Data provided:
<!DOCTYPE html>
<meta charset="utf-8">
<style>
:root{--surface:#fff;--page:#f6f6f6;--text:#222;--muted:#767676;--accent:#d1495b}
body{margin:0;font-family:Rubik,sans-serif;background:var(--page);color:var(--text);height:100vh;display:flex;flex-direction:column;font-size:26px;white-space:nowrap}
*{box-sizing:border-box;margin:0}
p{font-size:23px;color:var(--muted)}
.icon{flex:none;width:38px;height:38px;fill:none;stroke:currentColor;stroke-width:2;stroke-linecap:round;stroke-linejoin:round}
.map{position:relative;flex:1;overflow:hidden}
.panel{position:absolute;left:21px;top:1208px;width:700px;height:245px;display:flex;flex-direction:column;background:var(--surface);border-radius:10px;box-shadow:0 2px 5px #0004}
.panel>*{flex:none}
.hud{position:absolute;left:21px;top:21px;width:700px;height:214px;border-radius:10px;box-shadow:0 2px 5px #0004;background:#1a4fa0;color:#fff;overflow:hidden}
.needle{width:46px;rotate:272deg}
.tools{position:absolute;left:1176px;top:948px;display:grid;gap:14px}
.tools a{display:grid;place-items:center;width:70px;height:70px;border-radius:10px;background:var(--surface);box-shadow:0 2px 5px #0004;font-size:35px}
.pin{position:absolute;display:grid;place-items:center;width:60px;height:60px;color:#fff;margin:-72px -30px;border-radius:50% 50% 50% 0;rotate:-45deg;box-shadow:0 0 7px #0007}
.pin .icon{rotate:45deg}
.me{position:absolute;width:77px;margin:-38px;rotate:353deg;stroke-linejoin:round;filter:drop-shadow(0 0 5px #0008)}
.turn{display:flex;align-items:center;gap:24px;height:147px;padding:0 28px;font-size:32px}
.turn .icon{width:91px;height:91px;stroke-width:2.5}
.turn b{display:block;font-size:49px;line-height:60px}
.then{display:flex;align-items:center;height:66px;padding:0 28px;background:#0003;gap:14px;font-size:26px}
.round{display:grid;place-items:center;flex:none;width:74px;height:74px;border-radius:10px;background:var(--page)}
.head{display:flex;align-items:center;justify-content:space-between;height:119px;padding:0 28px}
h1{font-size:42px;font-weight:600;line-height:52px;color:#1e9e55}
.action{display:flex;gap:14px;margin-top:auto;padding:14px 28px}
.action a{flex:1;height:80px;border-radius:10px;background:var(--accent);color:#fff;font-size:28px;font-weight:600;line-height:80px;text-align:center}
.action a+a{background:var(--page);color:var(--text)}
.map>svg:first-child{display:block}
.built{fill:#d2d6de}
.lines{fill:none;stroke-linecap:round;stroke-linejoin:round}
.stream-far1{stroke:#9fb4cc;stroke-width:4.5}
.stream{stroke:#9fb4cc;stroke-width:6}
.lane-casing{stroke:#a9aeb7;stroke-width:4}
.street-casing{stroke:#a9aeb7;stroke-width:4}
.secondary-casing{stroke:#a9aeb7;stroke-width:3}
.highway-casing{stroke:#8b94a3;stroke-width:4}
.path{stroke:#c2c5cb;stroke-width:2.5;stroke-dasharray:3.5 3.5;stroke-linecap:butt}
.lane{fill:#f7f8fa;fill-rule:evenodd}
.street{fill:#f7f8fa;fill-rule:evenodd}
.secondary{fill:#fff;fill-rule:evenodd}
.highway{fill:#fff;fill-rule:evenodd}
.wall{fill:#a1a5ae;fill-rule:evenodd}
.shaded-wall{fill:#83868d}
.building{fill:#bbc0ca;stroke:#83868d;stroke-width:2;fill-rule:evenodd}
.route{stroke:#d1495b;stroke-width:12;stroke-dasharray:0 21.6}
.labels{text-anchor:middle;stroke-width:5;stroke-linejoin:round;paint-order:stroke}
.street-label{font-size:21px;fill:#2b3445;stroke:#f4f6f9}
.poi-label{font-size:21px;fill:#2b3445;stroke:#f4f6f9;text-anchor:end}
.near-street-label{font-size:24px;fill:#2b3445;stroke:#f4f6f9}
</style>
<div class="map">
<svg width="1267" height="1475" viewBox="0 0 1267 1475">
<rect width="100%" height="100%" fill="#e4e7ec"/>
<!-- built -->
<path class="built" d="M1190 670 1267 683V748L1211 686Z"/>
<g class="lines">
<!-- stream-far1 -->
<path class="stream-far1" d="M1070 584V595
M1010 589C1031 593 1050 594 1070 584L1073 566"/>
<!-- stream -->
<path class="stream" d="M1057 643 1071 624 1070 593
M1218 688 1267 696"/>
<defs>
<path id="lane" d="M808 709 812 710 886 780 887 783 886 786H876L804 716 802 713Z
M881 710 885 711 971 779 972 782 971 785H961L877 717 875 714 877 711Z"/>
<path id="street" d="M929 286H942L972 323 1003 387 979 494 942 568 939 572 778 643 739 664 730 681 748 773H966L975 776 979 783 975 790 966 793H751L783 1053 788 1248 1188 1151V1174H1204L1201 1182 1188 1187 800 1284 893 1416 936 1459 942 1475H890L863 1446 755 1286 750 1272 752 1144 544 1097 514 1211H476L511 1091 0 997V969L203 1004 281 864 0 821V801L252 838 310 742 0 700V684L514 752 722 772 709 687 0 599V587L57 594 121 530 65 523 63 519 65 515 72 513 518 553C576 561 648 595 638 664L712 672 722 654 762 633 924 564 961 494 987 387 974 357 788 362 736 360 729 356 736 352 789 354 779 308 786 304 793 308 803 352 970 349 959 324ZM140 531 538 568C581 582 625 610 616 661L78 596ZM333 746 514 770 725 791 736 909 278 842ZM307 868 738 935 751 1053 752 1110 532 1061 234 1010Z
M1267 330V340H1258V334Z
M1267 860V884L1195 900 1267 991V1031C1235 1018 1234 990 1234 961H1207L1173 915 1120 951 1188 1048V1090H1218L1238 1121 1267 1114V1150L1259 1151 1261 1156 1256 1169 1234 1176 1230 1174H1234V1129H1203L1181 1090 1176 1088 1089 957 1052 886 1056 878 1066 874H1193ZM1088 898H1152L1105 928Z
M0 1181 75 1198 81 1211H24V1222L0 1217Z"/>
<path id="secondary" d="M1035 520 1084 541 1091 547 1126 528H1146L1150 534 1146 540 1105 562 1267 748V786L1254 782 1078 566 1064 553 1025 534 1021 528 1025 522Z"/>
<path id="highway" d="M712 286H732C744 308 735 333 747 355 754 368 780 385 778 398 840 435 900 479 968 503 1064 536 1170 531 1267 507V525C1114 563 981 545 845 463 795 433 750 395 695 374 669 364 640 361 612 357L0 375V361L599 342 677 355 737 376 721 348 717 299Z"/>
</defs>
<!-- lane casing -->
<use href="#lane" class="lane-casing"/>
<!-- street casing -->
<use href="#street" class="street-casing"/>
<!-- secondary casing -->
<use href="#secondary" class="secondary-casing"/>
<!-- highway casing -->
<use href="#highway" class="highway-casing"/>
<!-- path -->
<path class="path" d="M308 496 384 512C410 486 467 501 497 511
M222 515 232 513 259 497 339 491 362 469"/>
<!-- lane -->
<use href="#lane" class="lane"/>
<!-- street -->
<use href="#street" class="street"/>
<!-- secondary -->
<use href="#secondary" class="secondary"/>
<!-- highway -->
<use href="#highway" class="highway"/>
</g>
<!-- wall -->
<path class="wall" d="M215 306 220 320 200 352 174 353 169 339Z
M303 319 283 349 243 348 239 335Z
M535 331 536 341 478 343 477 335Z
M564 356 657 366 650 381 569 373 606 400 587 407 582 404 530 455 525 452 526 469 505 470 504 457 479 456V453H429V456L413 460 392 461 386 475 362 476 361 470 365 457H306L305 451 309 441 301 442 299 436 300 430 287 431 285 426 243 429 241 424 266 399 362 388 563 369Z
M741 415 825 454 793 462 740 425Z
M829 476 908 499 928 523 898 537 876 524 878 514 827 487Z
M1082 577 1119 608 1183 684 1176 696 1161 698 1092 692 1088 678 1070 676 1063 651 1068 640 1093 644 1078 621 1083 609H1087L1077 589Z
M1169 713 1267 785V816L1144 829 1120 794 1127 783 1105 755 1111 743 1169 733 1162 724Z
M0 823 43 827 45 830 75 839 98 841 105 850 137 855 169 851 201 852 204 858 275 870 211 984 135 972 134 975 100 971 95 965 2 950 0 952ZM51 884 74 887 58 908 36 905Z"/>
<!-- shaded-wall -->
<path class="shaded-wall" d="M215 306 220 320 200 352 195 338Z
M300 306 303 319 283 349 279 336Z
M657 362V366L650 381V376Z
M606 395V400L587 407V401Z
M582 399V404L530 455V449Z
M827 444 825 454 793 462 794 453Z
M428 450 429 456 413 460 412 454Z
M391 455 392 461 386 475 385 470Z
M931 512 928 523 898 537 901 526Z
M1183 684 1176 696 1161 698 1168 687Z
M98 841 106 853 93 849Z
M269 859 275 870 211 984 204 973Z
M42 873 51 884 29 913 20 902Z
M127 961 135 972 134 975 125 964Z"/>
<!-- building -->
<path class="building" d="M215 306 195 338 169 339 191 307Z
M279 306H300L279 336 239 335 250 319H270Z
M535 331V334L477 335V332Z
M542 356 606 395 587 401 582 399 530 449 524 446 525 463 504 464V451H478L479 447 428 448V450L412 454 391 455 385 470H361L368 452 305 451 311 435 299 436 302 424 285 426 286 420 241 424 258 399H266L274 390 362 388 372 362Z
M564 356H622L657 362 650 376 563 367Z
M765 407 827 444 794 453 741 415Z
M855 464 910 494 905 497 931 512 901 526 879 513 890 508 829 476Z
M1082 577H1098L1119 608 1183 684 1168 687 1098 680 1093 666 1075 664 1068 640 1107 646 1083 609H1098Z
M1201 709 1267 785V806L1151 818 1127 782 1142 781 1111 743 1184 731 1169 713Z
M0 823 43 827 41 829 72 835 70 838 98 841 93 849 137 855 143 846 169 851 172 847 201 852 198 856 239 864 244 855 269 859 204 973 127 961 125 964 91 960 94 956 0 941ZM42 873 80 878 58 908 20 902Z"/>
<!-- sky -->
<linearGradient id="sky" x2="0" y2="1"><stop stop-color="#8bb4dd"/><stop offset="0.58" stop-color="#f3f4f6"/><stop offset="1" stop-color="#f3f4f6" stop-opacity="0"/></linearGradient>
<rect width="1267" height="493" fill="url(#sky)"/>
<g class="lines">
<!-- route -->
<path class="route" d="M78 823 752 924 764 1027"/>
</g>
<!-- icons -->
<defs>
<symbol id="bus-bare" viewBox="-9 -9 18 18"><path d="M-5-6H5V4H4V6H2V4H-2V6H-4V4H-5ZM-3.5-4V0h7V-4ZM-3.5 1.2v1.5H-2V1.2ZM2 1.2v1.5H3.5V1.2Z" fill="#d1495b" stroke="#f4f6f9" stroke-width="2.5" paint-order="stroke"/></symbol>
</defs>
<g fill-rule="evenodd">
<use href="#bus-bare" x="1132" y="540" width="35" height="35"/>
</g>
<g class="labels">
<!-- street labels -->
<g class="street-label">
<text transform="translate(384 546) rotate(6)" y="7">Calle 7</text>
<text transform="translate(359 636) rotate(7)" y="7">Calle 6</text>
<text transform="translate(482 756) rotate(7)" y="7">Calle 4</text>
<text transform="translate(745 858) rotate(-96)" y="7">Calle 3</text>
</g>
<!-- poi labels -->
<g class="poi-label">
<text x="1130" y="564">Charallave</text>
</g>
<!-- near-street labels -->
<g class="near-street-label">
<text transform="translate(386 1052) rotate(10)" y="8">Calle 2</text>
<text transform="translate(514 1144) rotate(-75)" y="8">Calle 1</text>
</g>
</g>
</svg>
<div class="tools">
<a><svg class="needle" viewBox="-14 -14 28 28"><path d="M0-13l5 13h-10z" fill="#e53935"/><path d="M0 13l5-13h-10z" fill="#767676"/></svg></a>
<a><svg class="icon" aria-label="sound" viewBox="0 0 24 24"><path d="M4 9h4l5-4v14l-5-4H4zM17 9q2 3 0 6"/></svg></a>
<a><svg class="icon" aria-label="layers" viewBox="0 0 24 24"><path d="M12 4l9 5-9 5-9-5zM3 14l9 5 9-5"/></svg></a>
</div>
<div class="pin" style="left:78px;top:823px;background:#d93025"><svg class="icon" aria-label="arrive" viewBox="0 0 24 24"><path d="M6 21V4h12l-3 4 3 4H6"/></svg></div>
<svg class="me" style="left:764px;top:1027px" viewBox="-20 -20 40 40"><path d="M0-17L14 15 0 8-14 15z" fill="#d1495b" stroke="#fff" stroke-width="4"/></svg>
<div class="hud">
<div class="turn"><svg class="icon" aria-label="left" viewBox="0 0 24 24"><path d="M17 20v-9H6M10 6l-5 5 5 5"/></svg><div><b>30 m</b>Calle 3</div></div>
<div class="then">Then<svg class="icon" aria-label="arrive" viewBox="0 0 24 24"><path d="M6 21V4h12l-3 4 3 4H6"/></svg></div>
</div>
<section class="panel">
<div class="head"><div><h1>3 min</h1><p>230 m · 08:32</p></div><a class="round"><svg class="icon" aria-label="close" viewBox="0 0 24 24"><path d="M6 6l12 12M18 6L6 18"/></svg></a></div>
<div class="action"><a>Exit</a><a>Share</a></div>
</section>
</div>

Work item: Across the listing, how many lines contain "column"? State the number and nothing else.

Reply: 2